Personal information
- Full name: Ricardo Manuel Boneo
- Born: 17 December 1930 Lincoln, Buenos Aires Province, Argentina
- Died: 6 June 2008 (aged 77)
- Height: 1.72 m (5.6 ft)

Sport

Sailing career
- Class(es): Coxed four Finn Soling

= Ricardo Boneo =

Argentine rower and sailor

Ricardo Manuel Boneo (17 December 1930 - 6 June 2008) was an Argentine rower and sailor. He represented Argentina at the 1948 Summer Olympics, the 1960 Summer Olympics and the 1972 Summer Olympics.

== Biography ==

He was born on 17 December 1930, in Lincoln, Buenos Aires Province.
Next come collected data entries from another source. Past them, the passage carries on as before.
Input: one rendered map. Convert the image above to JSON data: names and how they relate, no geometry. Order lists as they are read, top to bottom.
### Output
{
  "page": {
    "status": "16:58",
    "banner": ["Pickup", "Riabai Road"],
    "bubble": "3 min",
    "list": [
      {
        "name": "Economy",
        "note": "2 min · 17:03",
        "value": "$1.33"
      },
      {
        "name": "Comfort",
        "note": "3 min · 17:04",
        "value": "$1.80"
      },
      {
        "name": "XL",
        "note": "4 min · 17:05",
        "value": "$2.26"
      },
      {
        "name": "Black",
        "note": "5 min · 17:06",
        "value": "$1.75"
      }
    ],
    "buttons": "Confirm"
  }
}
Boneo represented his country for the first time as a rower at the 1948 Summer Olympics in London. Boneo was the coxswain in the men's coxed four with teammates Carlos Semino, Carlos Crosta, Adolfo Yedro and Ítalo Sartori. The team made it to round one of the repêchage. Then Boneo made the move to sailing and represented his country again at the 1960 Summer Olympics in Naples. Boneo took 19th place in the Finn. Four years later at the 1964 Summer Olympics in Enoshima, Japan. Boneo took 26th place in the Finn. Boneo his last Olympic appearance was at the 1972 Summer Olympics in Kiel, Gernamny. Boneo took 22nd place in the Soling with Héctor Campos and Pedro Ferrero as fellow crew members. He died on 6 June 2008 at the age of 77.